Author: Simon Dexter

The next time anyone starts rabbiting on about whether poker is a game of skill or chance, ask them to explain how the stock market works.
Although natural ability is useful when it comes to being successful at either, the fact is that with application, dedication and resolve, most people can perform perfectly adequately at the table or on a trading floor.
Critics might argue that there is no luck involved in the stock market, that all known features, good or bad, of a company and its shares are already reflected in its price. While this is technically correct, the key here is known features; it is the unknown which creates unexpected movements in share prices, as any unfortunate souls who owned Northern Rock stock would confirm. Indeed, it could be argued that anyone who invested in Rock shares over the past few years were taking a desperate risk, ostensibly because the company’s commercial strategy was flawed.
Now the BBC has joined poker’s “skill or luck” discussion by examining matters from the perspectives of a professional poker player, a statistician and the government.

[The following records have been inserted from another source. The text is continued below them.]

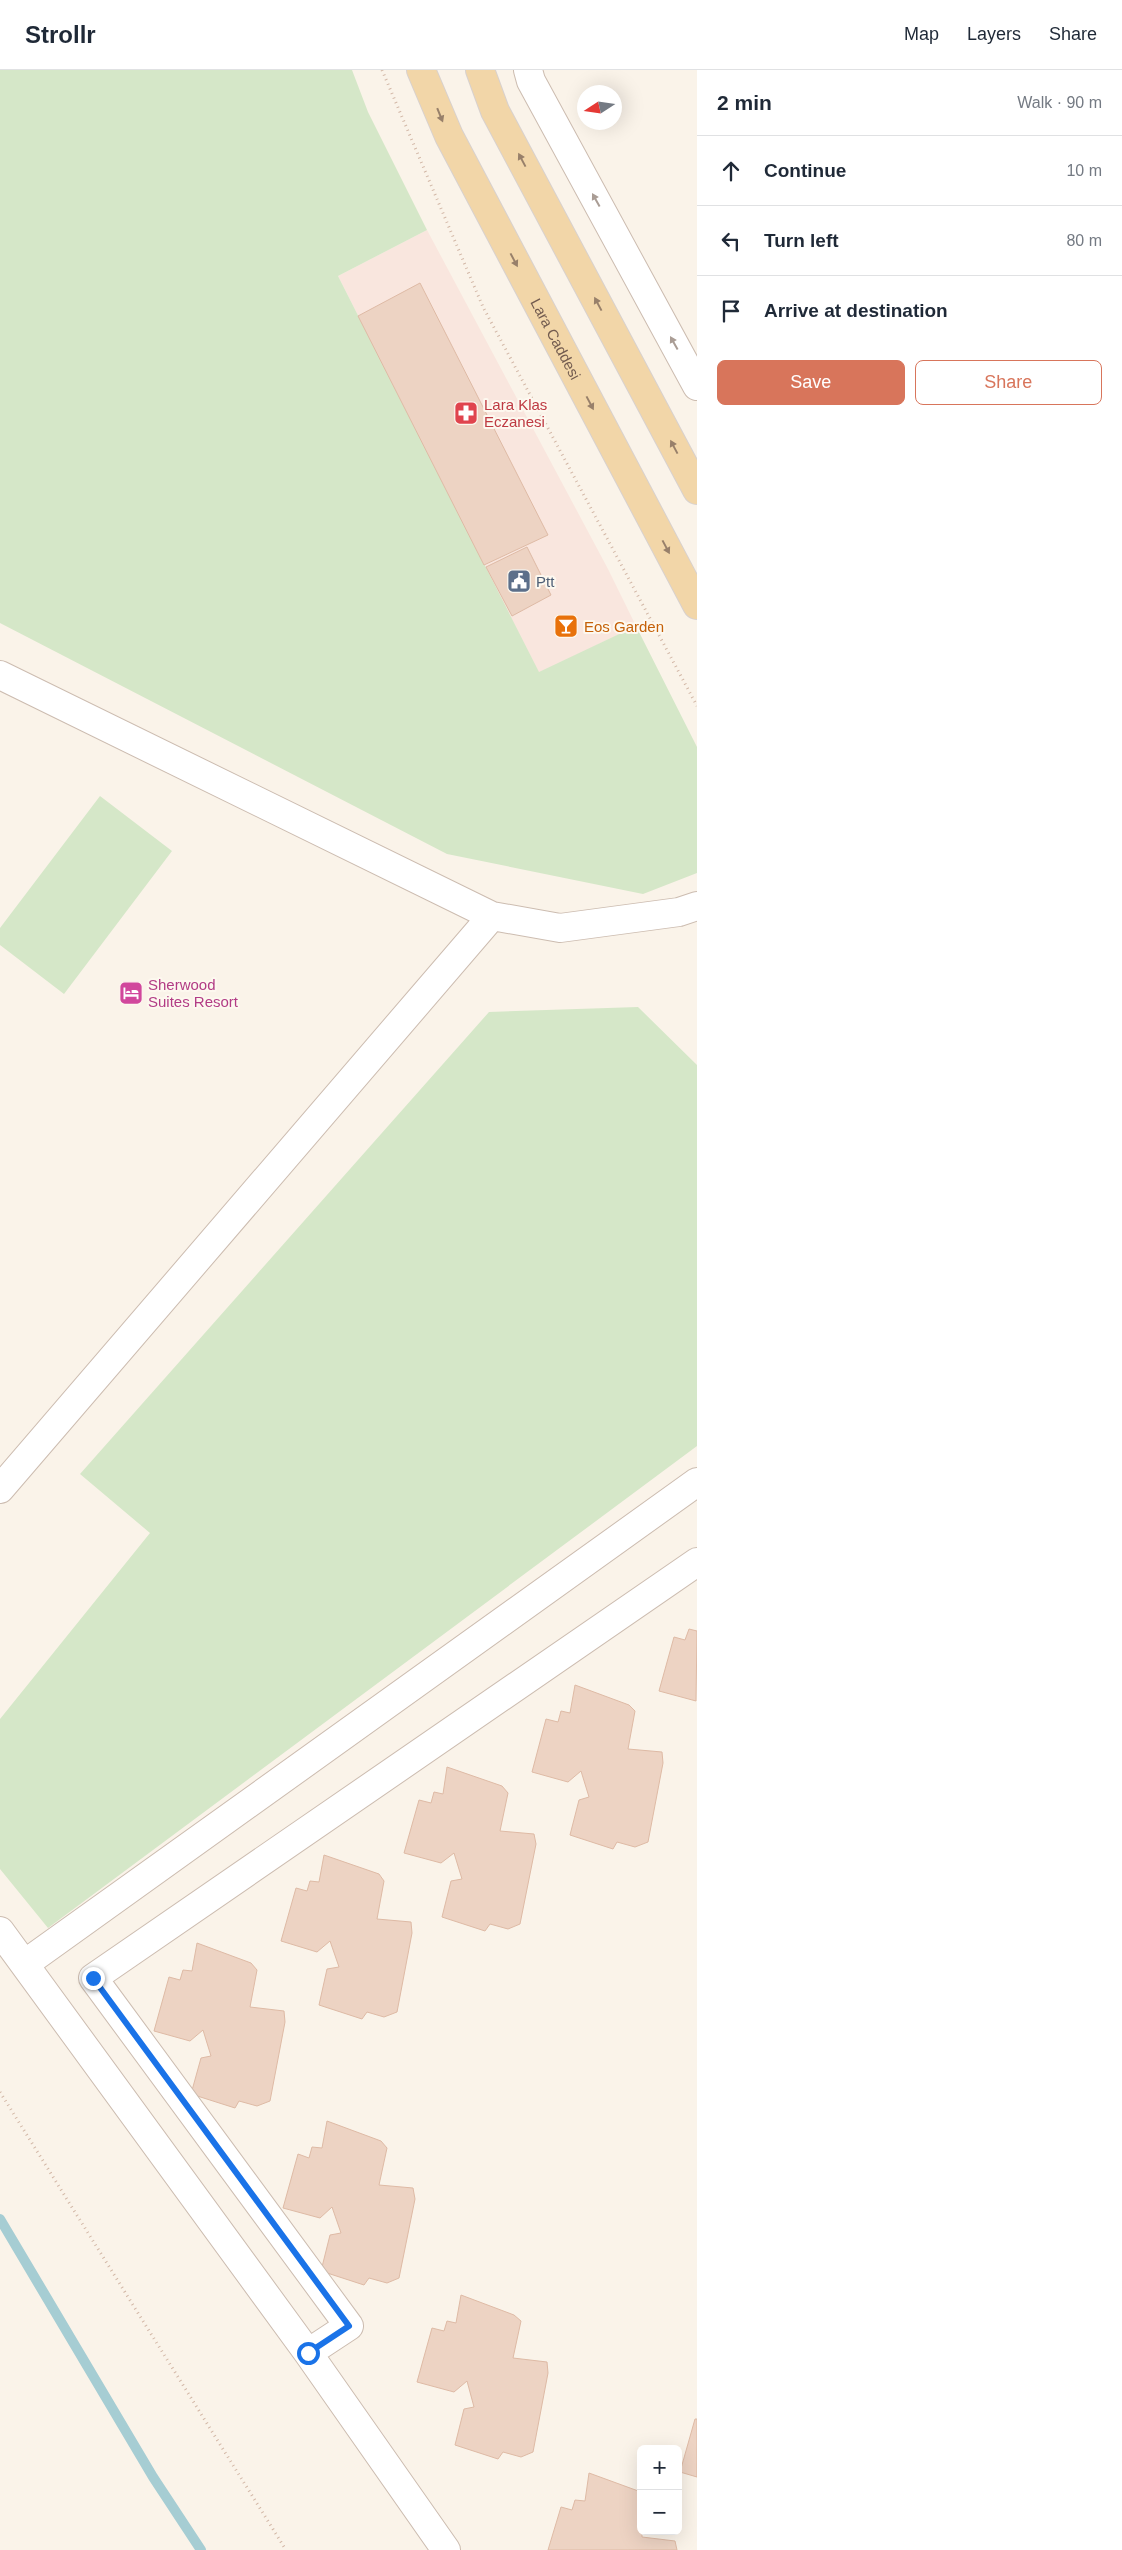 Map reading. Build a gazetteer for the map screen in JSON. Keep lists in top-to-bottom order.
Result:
{
  "streets": {
    "main road": ["Lara Caddesi"]
  },
  "places": {
    "pharmacy": ["Lara Klas Eczanesi"],
    "public building": ["Ptt"],
    "bar": ["Eos Garden"],
    "hotel": ["Sherwood Suites Resort"]
  },
  "north": "left",
  "page": {
    "header": "Strollr",
    "nav": ["Map", "Layers", "Share"],
    "heading": ["2 min", "Walk · 90 m"],
    "list": [
      ["Continue", "10 m"],
      ["Turn left", "80 m"],
      "Arrive at destination"
    ],
    "buttons": ["Save", "Share"],
    "map_buttons": ["+", "−"]
  }
}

Professional player Graham Newman conceded that while an element of chance was involved, poker was a game where skill and game-playing prowess ensured success.
“In any one hand of cards, there is a large amount of luck involved,” he mused. The skill element, he concluded, is in creating winning hands from randomly-dealt cards, ie by shifting the odds in your favour, something which is only achievable by being skilful.

From a statisticians perspective, Dr Barry Blight, formerly a lecturer at the London School of Economics, concurred, saying, “There is a great deal of skill in poker. It’s a combination of two types of skill, assessing the chances of the cards and the bluffing skill…it’s very complex. Working out the probability of cards is a small part of the game.”

However, a spokesman for the DMCS said that, “With the area of poker, there is recognition that people are playing different games now to when [earlier regulations] were drawn up in 1968.” Nevertheless, the government continues to maintain that poker is as much a game of chance as bingo and covered by similar legislation.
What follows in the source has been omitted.